Book Review: Deep Dive by Rich Horwath
TL;DR
Rating: ★★★★★ (5/5)
Who should read this: leaders; tech folks who live in trade-offs (PMs, staff+ engineers, founders); anyone tired of “strategy” as vibes and slideware.
I didn’t expect a field manual, but I got one!
Rich Horwath’s Deep Dive is a compact, repeatable way to think (and act) strategically, without the usual MBA jargon. It’s pragmatic; it’s visual; it insists on choices (what you won’t do matters as much as what you will do).
Strategy, per Horwath, isn’t a once-a-year retreat. It’s a daily discipline:
- generate insight → allocate scarce resources → translate into action
The big idea
- Strategy ≠ aspiration/best practices/caution. Goals and “we should be more like X” are not a strategy; neither is avoiding hard trade-offs. Strategy is “the intelligent allocation of limited resources through a unique system of activities to outperform the competition.” (Note the word unique; sameness is death.)

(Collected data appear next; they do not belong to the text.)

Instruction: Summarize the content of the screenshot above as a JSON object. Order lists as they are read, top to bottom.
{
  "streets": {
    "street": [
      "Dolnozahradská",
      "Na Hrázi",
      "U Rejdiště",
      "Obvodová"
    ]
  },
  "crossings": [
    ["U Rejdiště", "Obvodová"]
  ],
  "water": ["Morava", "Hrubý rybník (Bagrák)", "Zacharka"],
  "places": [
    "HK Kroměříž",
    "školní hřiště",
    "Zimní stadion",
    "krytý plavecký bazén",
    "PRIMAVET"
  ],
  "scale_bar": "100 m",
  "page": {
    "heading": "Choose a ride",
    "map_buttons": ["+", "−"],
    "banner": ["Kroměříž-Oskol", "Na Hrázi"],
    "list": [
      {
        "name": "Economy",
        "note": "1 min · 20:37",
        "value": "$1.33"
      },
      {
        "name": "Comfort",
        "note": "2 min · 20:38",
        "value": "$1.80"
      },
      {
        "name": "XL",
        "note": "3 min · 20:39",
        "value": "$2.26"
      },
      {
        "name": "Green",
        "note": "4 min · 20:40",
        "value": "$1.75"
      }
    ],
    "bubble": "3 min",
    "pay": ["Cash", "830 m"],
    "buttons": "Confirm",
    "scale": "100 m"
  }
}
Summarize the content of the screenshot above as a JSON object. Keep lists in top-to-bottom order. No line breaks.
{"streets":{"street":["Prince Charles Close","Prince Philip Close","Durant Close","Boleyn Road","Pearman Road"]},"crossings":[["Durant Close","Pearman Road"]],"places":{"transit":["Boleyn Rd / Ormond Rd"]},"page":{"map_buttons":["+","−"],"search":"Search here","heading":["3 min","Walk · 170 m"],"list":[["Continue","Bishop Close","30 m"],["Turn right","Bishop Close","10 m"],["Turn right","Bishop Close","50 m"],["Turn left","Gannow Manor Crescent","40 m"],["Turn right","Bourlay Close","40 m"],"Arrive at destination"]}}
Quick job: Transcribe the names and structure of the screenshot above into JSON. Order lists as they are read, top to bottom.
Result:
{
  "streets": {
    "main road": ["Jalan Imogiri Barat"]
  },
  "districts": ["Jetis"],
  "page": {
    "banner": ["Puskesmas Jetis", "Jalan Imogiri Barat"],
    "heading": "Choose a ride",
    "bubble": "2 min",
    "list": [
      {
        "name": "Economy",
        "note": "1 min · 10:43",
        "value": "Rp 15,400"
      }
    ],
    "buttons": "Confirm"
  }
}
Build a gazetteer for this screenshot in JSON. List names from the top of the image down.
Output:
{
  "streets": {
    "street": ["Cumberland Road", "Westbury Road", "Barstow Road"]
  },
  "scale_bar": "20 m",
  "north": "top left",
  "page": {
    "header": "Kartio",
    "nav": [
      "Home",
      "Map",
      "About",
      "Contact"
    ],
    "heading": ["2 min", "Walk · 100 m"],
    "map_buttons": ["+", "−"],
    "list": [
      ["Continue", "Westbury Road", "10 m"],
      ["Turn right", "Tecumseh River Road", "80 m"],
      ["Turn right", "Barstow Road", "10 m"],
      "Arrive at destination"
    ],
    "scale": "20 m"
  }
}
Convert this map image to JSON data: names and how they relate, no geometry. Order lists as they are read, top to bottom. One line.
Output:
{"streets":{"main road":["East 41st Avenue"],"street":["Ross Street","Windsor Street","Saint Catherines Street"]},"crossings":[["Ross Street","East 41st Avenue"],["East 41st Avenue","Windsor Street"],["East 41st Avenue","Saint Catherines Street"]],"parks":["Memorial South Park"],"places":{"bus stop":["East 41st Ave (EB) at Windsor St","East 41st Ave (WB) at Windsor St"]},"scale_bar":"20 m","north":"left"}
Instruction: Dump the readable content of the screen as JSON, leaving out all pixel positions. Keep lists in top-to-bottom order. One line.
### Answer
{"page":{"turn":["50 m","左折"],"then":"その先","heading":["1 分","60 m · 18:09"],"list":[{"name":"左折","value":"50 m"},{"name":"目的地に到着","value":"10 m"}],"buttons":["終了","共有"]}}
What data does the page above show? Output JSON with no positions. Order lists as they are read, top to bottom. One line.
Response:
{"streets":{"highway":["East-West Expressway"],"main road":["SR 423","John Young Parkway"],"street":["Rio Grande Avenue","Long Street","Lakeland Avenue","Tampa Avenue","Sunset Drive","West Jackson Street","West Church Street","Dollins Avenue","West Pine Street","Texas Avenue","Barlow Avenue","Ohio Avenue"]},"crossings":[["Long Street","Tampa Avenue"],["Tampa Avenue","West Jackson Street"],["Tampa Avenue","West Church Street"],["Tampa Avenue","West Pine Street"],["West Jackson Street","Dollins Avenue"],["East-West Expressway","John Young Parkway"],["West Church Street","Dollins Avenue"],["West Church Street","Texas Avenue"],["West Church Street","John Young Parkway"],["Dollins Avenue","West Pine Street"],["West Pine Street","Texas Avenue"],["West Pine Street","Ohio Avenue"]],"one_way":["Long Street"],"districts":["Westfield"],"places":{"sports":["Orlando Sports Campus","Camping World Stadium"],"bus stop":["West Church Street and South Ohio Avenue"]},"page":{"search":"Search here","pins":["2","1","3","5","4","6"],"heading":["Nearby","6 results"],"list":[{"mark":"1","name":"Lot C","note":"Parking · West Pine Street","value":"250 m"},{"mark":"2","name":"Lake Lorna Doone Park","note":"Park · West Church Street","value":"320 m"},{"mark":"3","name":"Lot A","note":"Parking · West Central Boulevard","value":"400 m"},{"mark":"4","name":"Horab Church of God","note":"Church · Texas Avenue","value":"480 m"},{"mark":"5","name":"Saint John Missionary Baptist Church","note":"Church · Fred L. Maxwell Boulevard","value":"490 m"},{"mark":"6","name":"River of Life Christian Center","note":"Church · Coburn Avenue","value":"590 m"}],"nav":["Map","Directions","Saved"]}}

- You create advantage two ways: do different things, or do similar things differently (keep asking both questions). Most firms that outperform pick a lane and commit.
What I’ll be stealing
- Ten strategic thinking skills, useful as a self-audit and a team hiring rubric.
- Strategy
- Insight
- Context
- Competitive
- Value
- Resource
- Modeling
- Innovation
- Purpose
- Mental Agility
- Insight sources: Context, Customers, Questions, Models (CCQM). If you don’t reserve calendar time for insight, you won’t get any (the book even cites execs who block “think time”).
- Value disciplines: pick one (Product Leadership, Operational Excellence, or Customer Intimacy) and let it cascade into everything.
- Straddle two? Enjoy mediocrity.
- Strategy Filter: pre-agreed criteria for what gets resources (purpose, business design, strategy fit, impact).
- Say “no” faster; say “yes” with receipts.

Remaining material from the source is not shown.